The answers from this carefully selected group are uniformly fire-breathing, and all think he is a hero and martyr.  Whether you agree with the extremist ideology passed off as fact (and obviously I don’t), the point is that I’m pretty sure that people like Greenpeace and United Way have no interest at all in being part of any community that considers drug trafficing to be ‘peaceful’ commerce.

For that matter, honest companies and banks don’t want to be associated with such a “community”.  (Coindesk has a report about a big VC who claims banks are “worried” about Bitcoin–he’s right, but its not necessarily because they are afraid of virtual money, its as much because they don’t want to have to operate like the mafia.)

Clearly, anyone who is talking about “the Bitcoin community” as if it is a single, monolithic group or culture is just not correct.
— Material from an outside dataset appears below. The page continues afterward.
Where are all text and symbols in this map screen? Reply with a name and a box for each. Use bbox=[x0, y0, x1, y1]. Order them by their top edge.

This isn’t terribly surprising:  the technology is flexible and designed to be decentralized, so lots of people can use it however they want.  And they can incorporate it in their own stories, for better or worse.
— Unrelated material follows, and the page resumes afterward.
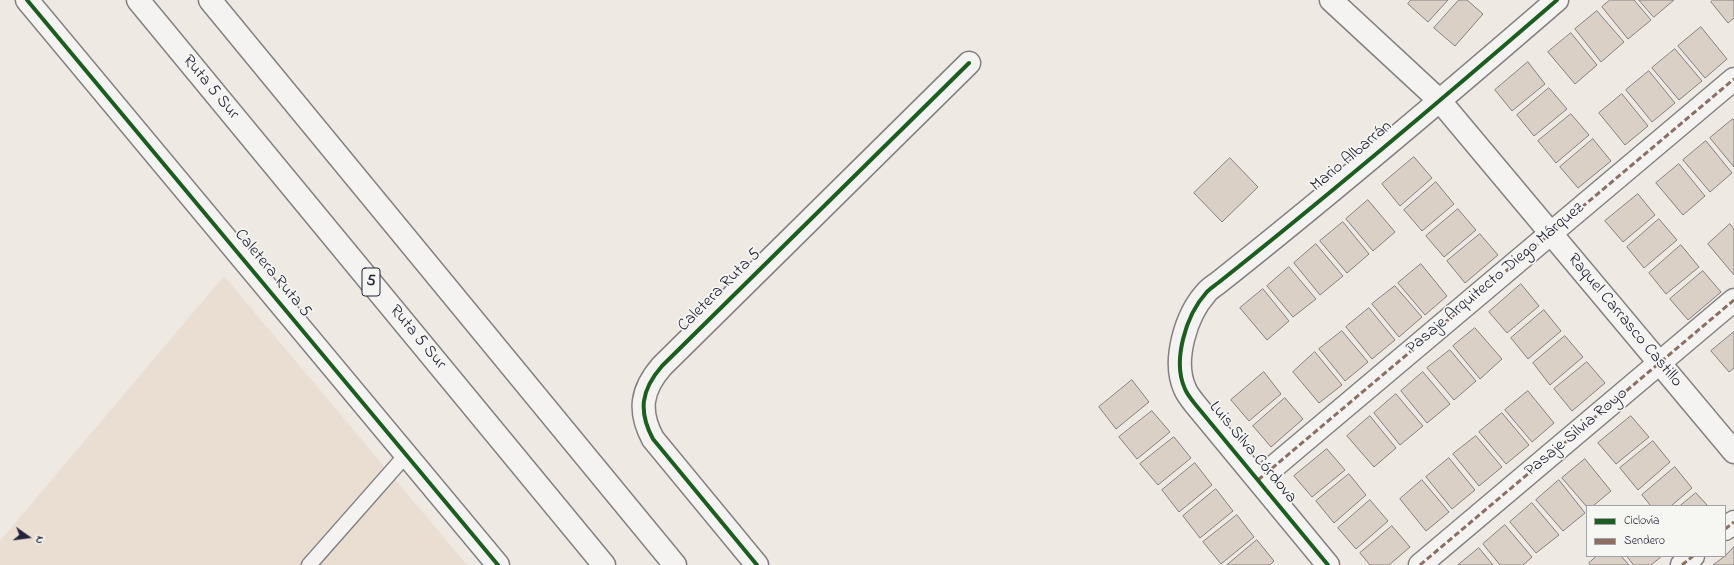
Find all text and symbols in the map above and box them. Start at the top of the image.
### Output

Cryptocurrency Coworking Space

 At the nexus of two flavors of the month, I read of a new coworking space in London, T15B, which appears to be an otherwise ordinary space claiming to be London’s first Bitcoin Co-Working Space. Apparently, this means they specialize in “serious about building great companies in the Bitcoin and cryptocurrency ecosystem.”

It’s not obvious to me that a cryptocurrency startup needs any special facilities, or at least anything different than any other software heavy activity. So the attraction must be the affinity of the like-minded enthusiasts. “Being surrounded by people working to disrupt the world of finance, through bitcoin, is incredibly motivating,” (Joe Lee of BTC.sx quoted in Coindesk).

I note that one of the companies is a data provider and two are event organizers—scarcely “disruptive” business models!  🙂

I’m still trying to figure out both cryptocurrency and coworking, so I’ll watch this development with interest.

By the way, The online information doesn’t say: does this space operate on Bitcoin? Rents, salaries, etc., paid in cryptocurrency? I doubt it, but it could be so.



Pushback On Bitcoin, Manx Edition

An interesting report from the Isle of Man, where despite the “government” of this pseudo country, the financial powers (who really run the place) are not going to support Bitcoin companies.

I don’t really know what is going on there, but I suspect that the powerful interests who basically own the Isle of Man are not interested in being “disrupted”, “transformed”, or “innovated” by Bitcoin upstarts.  Who’d have thunk it?

Actually, I’m pretty sure this is not the end of this story. We see an announcement from a blood sucking usurer bold Internet risk taker willing to step into the gap.

I’m pretty sure this is a harbinger of things to come:  Bitcoin has had an easy ride so far, but it’s getting serious enough to attract the attention of real capital, the big boys who will not hesitate to crush the nerds and take all their lunch money.

Just in passing, I would note that one of the actual positive benefits of hated financial regulation is to prevent this kind of anti-competitive behavior by the big boys.  Kind of ironic to see Bitcoin struggling because of the lack of government regulation, huh?